4. Moving away from patents put the US motor on its growth trajectory
GitHub’s Brandon Keepers calls it the auto-industry, but we know what he meant. Things didn’t take off until car makers ignored existing patents, once that happened there was no stopping the likes of Henry Ford.
It’s a powerful argument against software patents and other brakes on innovation. Keepers’ says Henry Ford and others built the giant US car industry on openness. The same idea could see technology reach even greater heights.
5. As is so often the case at a conference, some of the best sessions weren’t scheduled sessions.
Open Source Open Society 2015 did a great job of recognising participant interaction and discussion can be every bit as powerful as speakers on a stage. The messages painted on the walls were part of this, so was the innovative idea of embedding Massey University students to listen and report conversations, comments and so on in the #overheard at #OSOS2015 by @cocamassey thread.
6. The word open doesn’t necessarily make participation easy
Lillian Grace from Wiki New Zealand stood on stage to point out something many feel: The open source world is intimidation to many people on the outside.

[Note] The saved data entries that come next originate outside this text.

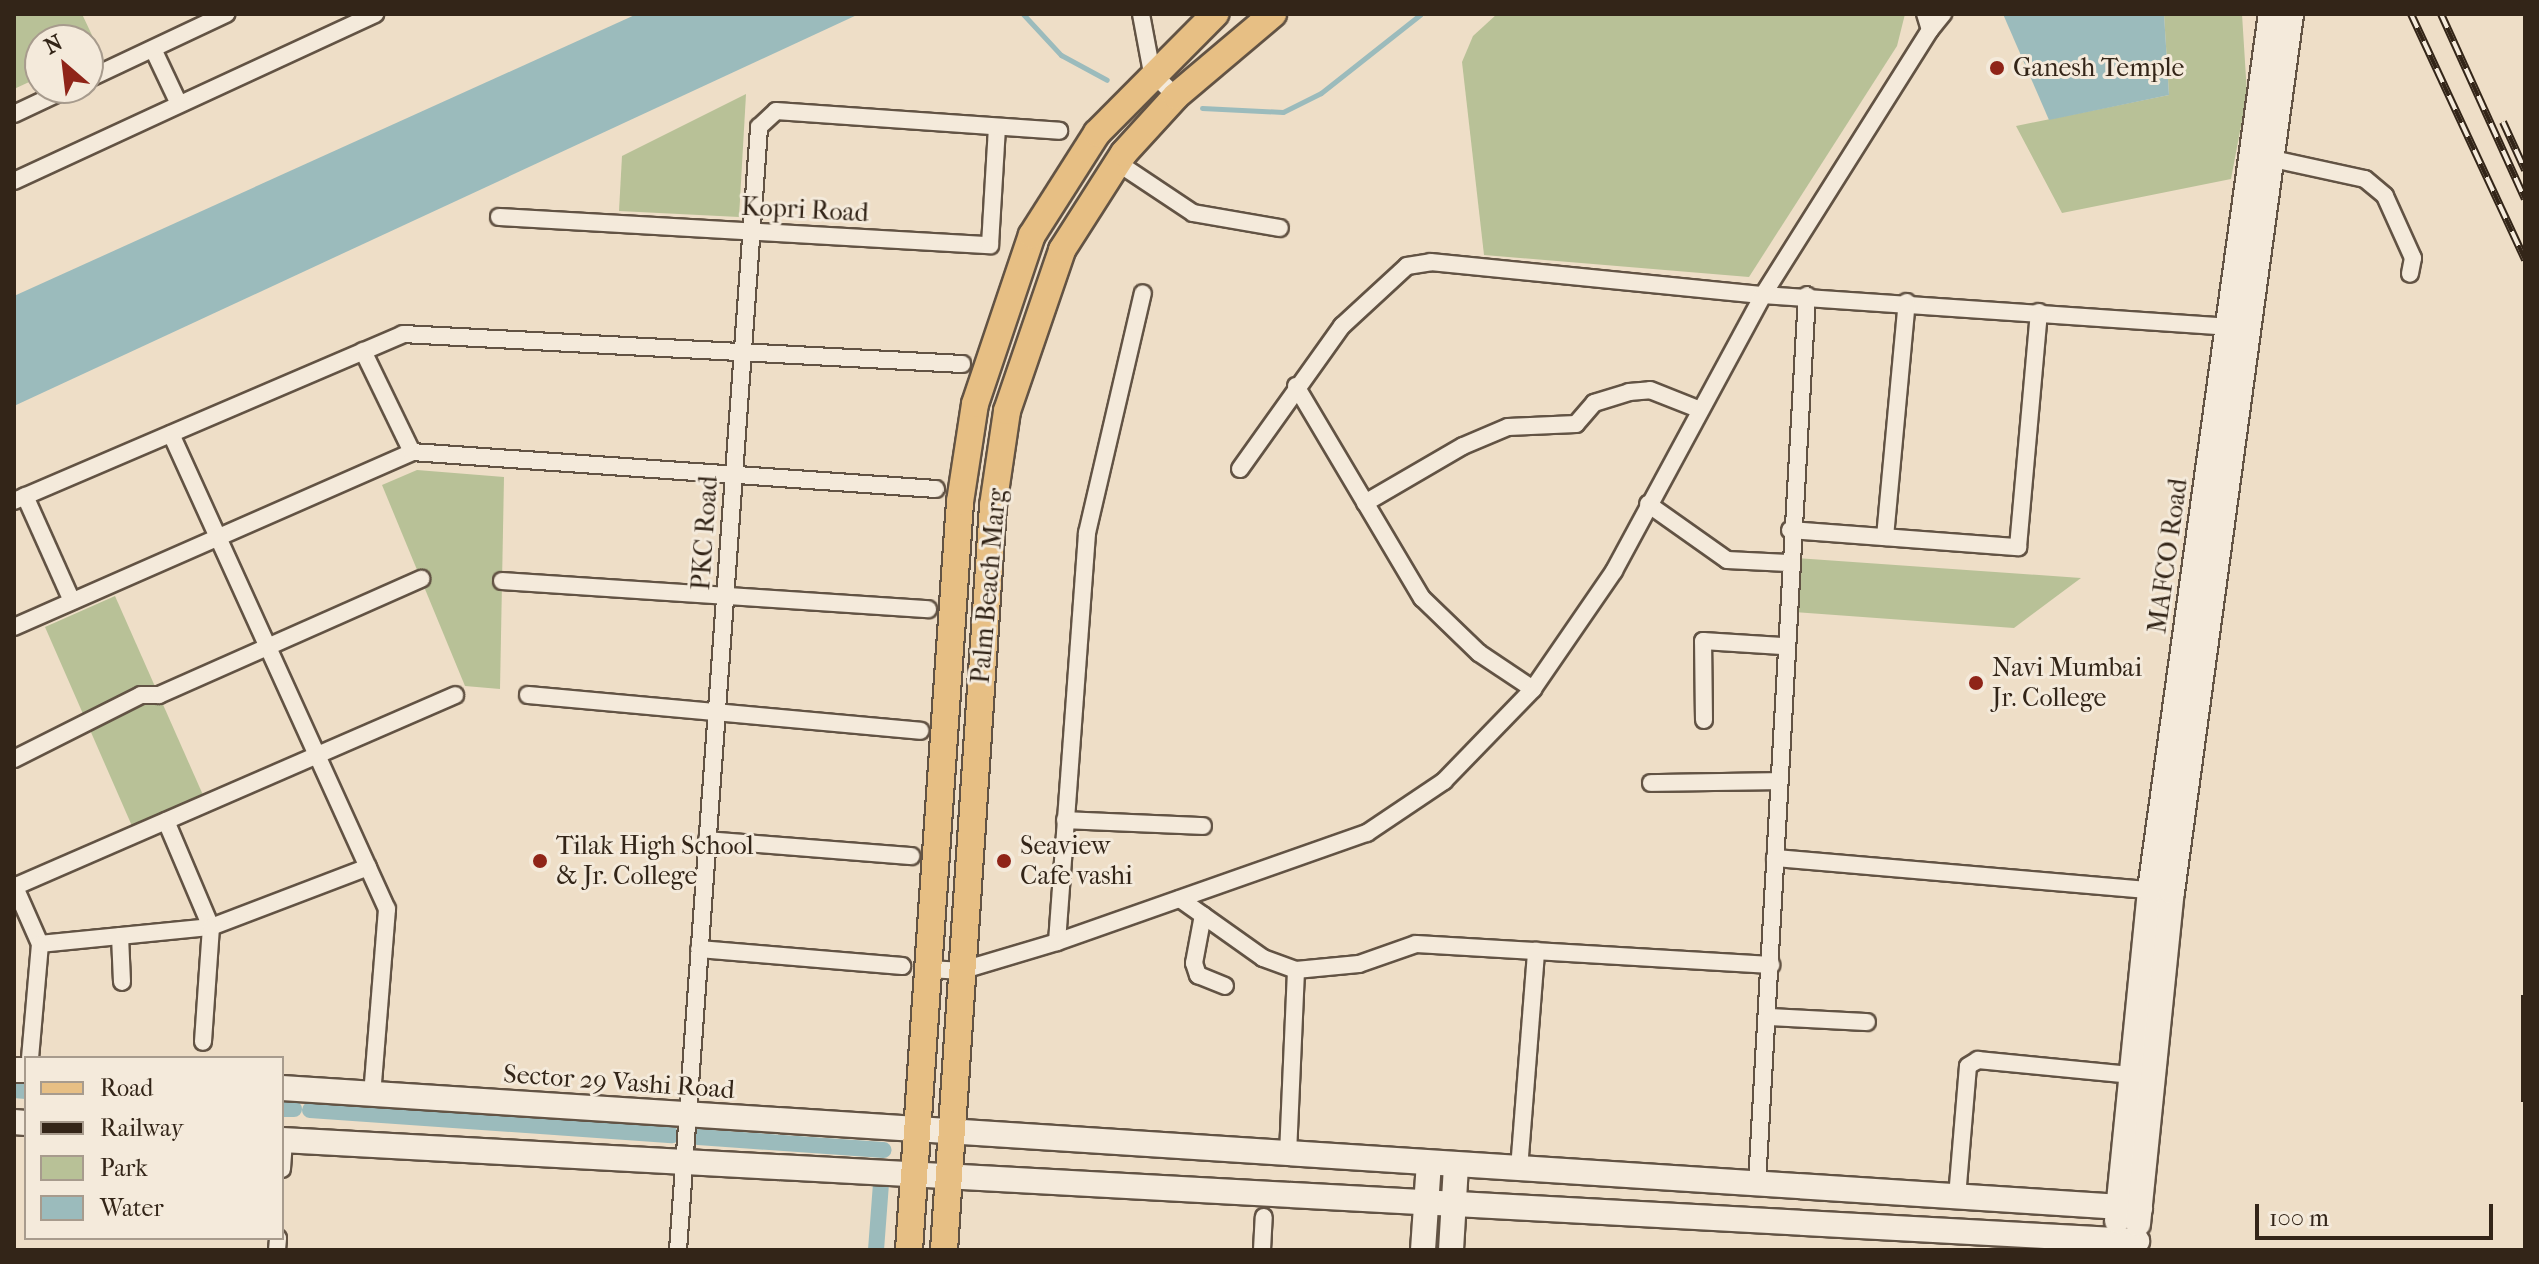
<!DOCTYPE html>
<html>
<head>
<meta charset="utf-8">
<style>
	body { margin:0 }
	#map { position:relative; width:2539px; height:1264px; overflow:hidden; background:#eedec7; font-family:"IM FELL French Canon",serif }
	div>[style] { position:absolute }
	.green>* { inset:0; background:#b8c197 }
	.water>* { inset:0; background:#9bbbbc }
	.stream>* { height:5px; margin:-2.5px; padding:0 2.5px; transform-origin:2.5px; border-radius:2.5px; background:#9bbbbc }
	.canal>* { height:16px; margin:-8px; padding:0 8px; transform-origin:8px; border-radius:8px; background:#9bbbbc }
	.roads { filter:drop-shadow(2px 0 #625344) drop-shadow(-2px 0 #625344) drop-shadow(0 2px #625344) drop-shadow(0 -2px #625344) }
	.street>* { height:16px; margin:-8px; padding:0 8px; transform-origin:8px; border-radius:8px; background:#f4eadb }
	.secondary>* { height:24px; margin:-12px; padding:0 12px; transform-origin:12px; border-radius:12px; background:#f4eadb }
	.primary>* { height:26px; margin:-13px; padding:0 13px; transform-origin:13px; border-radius:13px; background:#e7bf84 }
	.rail>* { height:8px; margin-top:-4px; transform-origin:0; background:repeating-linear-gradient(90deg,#f4eadb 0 15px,#332518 0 30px); box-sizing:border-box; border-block:2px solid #332518 }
	.dots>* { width:22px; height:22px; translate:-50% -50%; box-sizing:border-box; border:4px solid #f4eadb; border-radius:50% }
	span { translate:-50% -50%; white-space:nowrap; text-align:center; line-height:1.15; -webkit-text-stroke:6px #f4eadb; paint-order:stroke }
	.poi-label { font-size:26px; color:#332518 }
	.left { translate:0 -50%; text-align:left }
	.street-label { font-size:26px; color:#332518 }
	.frame { position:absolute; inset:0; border:16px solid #332518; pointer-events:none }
	.legend { position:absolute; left:24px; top:1056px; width:260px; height:184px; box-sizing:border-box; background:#f4eadb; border:2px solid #a79b8d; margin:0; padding:10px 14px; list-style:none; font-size:24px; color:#332518 }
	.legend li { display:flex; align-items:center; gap:16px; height:40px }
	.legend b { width:40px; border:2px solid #a79b8d }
	.north { position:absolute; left:24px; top:24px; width:80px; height:80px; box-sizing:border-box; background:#f4eadb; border:2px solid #a79b8d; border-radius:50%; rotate:332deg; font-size:22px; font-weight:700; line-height:32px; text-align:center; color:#332518 }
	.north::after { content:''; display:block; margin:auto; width:28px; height:36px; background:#8f2418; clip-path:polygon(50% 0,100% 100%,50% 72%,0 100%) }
	.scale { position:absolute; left:2255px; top:1204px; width:238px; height:36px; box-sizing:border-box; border:4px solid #332518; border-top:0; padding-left:10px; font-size:24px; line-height:28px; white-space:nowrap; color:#332518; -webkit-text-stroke:6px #f4eadb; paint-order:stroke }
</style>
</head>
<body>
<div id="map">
	<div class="green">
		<i style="clip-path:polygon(14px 14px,82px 14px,99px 50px,88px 55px,88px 40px,40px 40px,40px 77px,14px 89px)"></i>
		<i style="clip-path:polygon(1497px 14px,1905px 14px,1897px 46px,1749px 277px,1484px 255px,1462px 62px,1473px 36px)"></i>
		<i style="clip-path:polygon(2164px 14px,2242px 14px,2247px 94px,2231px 179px,2062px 213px,2016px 126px,2169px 95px)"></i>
		<i style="clip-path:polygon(746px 94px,739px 217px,619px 211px,622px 156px)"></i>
		<i style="clip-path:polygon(417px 470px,504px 477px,500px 689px,465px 686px,382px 485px)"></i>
		<i style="clip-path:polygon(1796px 558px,2081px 578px,2014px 628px,1794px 612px)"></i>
		<i style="clip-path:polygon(115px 596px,203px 795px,132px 826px,45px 627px)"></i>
	</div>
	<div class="water">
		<i style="clip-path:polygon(637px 14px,859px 14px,14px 406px,14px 296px)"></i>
		<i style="clip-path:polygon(2003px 14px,2164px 14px,2169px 95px,2049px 120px)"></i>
	</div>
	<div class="stream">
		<i style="left:1023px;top:14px;width:56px;rotate:47.2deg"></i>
		<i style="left:1061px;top:55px;width:52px;rotate:28.5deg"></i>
		<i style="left:1202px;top:108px;width:81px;rotate:2.8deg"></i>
		<i style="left:1283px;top:112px;width:42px;rotate:-26.6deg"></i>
		<i style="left:1321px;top:93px;width:127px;rotate:-38.3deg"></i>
	</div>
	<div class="canal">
		<i style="left:14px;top:1090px;width:12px;rotate:5deg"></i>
		<i style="left:282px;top:1109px;width:12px"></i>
		<i style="left:310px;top:1110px;width:363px;rotate:4deg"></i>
		<i style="left:698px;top:1137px;width:186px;rotate:4deg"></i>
		<i style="left:876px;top:1250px;width:66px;rotate:-85.7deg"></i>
	</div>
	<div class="roads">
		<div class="street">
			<i style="left:1141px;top:14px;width:60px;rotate:79.4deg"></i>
			<i style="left:1152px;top:73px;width:33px;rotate:44deg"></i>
			<i style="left:1930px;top:30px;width:21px;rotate:-51deg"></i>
			<i style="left:153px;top:49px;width:59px;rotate:64.7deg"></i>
			<i style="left:88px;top:79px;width:153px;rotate:-25.2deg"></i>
			<i style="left:14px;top:114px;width:61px;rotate:-25.3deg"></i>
			<i style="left:2273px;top:159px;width:94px;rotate:12.3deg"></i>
			<i style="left:2365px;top:179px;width:26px;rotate:40deg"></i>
			<i style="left:2385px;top:196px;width:68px;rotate:65.7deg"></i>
			<i style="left:2413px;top:258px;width:16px;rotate:101deg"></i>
			<i style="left:1118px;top:163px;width:90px;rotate:33.7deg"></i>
			<i style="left:1193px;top:213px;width:88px;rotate:9.8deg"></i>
			<i style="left:14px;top:181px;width:398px;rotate:-24.8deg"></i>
			<i style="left:499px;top:217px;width:492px;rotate:3.3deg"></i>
			<i style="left:990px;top:245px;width:118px;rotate:-86.6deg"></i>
			<i style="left:363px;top:351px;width:112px;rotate:64.1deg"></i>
			<i style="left:1296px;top:386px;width:247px;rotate:59.3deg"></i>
			<i style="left:1422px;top:598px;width:79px;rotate:44deg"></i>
			<i style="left:1479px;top:653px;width:65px;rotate:33.7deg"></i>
			<i style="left:171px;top:434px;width:522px;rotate:65.55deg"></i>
			<i style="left:387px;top:909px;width:186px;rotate:94.6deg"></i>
			<i style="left:1240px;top:469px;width:176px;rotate:-54.5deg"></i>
			<i style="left:1342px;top:326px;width:88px;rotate:-42.7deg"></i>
			<i style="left:1407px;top:266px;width:24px;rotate:-9deg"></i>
			<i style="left:1431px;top:262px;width:334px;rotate:5.7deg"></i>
			<i style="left:1763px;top:295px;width:476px;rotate:3.9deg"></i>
			<i style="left:25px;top:496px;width:115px;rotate:65.9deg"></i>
			<i style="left:14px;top:501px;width:423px;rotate:-23.2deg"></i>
			<i style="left:403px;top:334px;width:560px;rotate:3.07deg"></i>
			<i style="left:1365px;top:503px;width:113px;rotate:-30.2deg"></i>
			<i style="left:1463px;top:446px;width:49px;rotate:-22.9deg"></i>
			<i style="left:1508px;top:427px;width:68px;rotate:-2.5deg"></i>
			<i style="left:1576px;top:424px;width:28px;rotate:-49deg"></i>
			<i style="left:1594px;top:403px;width:37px;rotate:-17deg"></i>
			<i style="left:1629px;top:392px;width:21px;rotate:-5deg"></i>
			<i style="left:1650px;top:390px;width:52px;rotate:21.6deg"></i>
			<i style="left:1648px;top:504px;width:97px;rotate:35.3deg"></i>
			<i style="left:1727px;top:560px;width:61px;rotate:2.8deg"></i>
			<i style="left:1790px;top:530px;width:229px;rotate:4.3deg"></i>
			<i style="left:2018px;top:547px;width:236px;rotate:-84.9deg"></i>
			<i style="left:1885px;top:537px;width:236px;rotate:-84.7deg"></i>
			<i style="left:502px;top:581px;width:427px;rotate:3.8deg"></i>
			<i style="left:14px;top:627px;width:435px;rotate:-23.7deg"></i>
			<i style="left:412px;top:452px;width:525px;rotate:4.04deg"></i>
			<i style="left:528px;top:695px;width:394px;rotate:5.2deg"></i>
			<i style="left:1704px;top:720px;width:79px;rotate:-90.7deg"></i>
			<i style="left:1703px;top:641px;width:79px;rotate:3.6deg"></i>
			<i style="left:14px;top:759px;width:142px;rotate:-26.7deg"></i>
			<i style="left:141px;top:695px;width:18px"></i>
			<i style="left:159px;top:695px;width:287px;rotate:-23.9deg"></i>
			<i style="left:1651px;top:783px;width:126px;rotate:-0.9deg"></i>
			<i style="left:1065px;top:820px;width:138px;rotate:2.5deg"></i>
			<i style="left:166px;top:821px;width:115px;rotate:67deg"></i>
			<i style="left:211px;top:927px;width:115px;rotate:94deg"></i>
			<i style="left:707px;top:840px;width:205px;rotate:4.5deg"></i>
			<i style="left:1775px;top:858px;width:386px;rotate:4.9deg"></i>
			<i style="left:14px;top:885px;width:64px;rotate:66.2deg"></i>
			<i style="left:40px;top:944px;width:114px;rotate:95deg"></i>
			<i style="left:14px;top:887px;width:481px;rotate:-23.5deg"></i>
			<i style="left:1180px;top:899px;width:102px;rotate:35.4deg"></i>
			<i style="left:1263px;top:958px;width:35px;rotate:20deg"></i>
			<i style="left:1296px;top:970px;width:63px;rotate:-5.4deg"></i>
			<i style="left:1359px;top:964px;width:60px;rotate:-19.3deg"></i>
			<i style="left:1416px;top:944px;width:356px;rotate:3.4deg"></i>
			<i style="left:1203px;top:915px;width:49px;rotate:100.6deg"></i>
			<i style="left:1194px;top:963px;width:13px;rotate:72deg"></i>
			<i style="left:1198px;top:975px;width:29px;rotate:22deg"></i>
			<i style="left:120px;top:936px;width:46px;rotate:87.5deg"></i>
			<i style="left:1057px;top:942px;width:410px;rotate:-85.8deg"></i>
			<i style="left:1087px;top:533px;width:246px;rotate:-76.9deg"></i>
			<i style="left:40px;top:944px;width:172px;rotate:-5.7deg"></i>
			<i style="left:211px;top:927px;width:168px;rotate:-20.9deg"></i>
			<i style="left:699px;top:949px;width:204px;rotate:4.8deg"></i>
			<i style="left:927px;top:969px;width:33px;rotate:3deg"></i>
			<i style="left:960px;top:971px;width:101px;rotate:-16.6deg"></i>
			<i style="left:1057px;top:942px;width:329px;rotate:-19.4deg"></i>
			<i style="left:1367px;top:833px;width:93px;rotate:-34deg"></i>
			<i style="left:1444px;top:781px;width:128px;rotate:-45.9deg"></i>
			<i style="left:1533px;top:689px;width:143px;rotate:-55.5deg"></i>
			<i style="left:1614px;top:571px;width:314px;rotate:-61.6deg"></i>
			<i style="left:1763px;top:295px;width:313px;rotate:-57.8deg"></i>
			<i style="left:1930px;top:30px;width:17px;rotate:-107deg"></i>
			<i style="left:1768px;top:1017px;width:99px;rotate:2.9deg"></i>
			<i style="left:1288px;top:1154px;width:184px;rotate:-87.5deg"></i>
			<i style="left:282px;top:1169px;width:29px;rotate:-86deg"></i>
			<i style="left:1519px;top:1169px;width:219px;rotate:-85.5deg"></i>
			<i style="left:1757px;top:1184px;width:890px;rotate:-86.78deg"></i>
			<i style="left:1957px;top:1197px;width:131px;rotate:-85.2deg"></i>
			<i style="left:1968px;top:1066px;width:12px;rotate:-31deg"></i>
			<i style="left:1978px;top:1060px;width:155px;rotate:5.6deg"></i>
			<i style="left:277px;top:1250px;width:12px;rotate:-85deg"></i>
			<i style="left:678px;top:1250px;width:1126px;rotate:-85.87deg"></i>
			<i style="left:759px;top:127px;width:23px;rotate:-43deg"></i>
			<i style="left:776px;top:111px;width:284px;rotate:4deg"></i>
			<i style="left:1262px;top:1250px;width:33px;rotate:-87deg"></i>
		</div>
		<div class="secondary">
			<i style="left:14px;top:1070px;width:12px"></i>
			<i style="left:282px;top:1088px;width:1862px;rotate:3.7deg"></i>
			<i style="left:14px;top:1122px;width:12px;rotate:5deg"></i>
			<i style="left:282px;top:1140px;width:1858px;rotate:3.12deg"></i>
			<i style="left:2117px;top:1221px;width:333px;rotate:-84.3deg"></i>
			<i style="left:2150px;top:890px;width:884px;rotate:-82.14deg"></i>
			<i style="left:2138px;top:1224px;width:334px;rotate:-84.2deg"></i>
			<i style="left:2172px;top:892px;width:886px;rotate:-82.28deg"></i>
			<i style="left:1423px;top:1250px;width:87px;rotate:-86.1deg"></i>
			<i style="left:1451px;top:1250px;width:85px;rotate:-86.6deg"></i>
		</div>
		<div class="primary">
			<i style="left:909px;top:1250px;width:750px;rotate:-86.1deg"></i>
			<i style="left:960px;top:502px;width:99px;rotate:-81.3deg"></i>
			<i style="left:975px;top:404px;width:178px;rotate:-71.4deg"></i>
			<i style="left:1032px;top:235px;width:121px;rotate:-57.5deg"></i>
			<i style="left:1097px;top:133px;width:168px;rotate:-45.2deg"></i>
			<i style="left:944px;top:1250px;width:746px;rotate:-86.23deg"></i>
			<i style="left:993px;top:506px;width:96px;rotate:-81.6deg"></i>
			<i style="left:1007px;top:411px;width:170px;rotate:-71.1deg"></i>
			<i style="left:1062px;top:250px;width:115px;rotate:-57.4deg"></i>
			<i style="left:1124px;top:153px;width:77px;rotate:-47.6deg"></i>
			<i style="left:1176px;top:96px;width:127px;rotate:-40.2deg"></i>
		</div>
	</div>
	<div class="rail">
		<i style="left:2411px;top:14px;width:271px;rotate:65.1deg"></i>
		<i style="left:2441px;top:14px;width:203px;rotate:65.6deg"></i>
		<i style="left:2503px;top:122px;width:53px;rotate:65.4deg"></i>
		<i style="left:2525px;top:995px;width:107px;rotate:90deg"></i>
	</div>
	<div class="dots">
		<i style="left:1997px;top:68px;background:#8f2418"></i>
		<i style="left:1976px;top:683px;background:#8f2418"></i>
		<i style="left:540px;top:861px;background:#8f2418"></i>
		<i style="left:1004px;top:861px;background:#8f2418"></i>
	</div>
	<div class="poi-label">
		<span class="left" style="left:2013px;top:68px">Ganesh Temple</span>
		<span class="left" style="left:1992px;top:683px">Navi Mumbai<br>Jr. College</span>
		<span class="left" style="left:556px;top:861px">Tilak High School<br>&amp; Jr. College</span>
		<span class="left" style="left:1020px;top:861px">Seaview<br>Cafe vashi</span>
	</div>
	<div class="street-label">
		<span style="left:805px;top:210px;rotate:3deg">Kopri Road</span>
		<span style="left:705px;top:533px;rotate:-86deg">PKC Road</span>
		<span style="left:2168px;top:556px;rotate:-82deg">MAFCO Road</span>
		<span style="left:989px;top:586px;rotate:-85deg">Palm Beach Marg</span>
		<span style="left:619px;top:1082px;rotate:4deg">Sector 29 Vashi Road</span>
	</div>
	<div class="frame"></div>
	<ul class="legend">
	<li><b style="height:10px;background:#e7bf84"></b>Road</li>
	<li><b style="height:10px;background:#332518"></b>Railway</li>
	<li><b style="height:22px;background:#b8c197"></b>Park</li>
	<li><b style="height:22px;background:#9bbbbc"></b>Water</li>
	</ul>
	<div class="north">N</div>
	<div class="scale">100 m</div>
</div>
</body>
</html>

She poses a challenge to make it more understandable and to learn to talk in the language of ordinary people.
“I find open source intimidating” says Lillian Grace of Wiki New Zealand. She’s not alone … #OSOS2015
— Scott Nesbitt (@ScottWNesbitt) April 15, 2015
7. New Zealand’s government is one of the most open
Keitha Booth from the NZ Open Government Data Programme says we often hear that closed isthe default position for government data, but she says that’s not right: it’s open. New Zealand rates as number four out of 86 countries when measured on openness.
8. “If open source is for everyone, it should look like anyone”
Kick ass github-Jessica told on plane she doesn’t “look like a programmer”:for open source to be for everyone it looks like anyone #OSOS2015
— Emma Bassett (@emmabassett) April 16, 2015
9. Open source culture isn’t all sweetness and light
There’s a dark underside to open source culture. Chris Kelly from GitHub says because anyone can take part in open source, the door is open to assholes (he’s American, I’d prefer to say arseholes). That includes bullying white men with a sense of entitlement. Things often end up argumentative.
He says this culture can frighten off outsiders, only a few women coders work in open source and the movement is missing out on the benefits of diversity. There’s a clear need to deal with this and to improve communications between people working in open source.
10. People need help finding their way
A powerful metaphor about open source and the way knowledge passes between people came from Michelle Williams who wrapped up the conference. She says when she first went to Wellington she heard the city was full of great bars and cafes, but when she wandered around the places she found were average. “It wasn’t until someone showed me that I realised the had great coffee and beer”.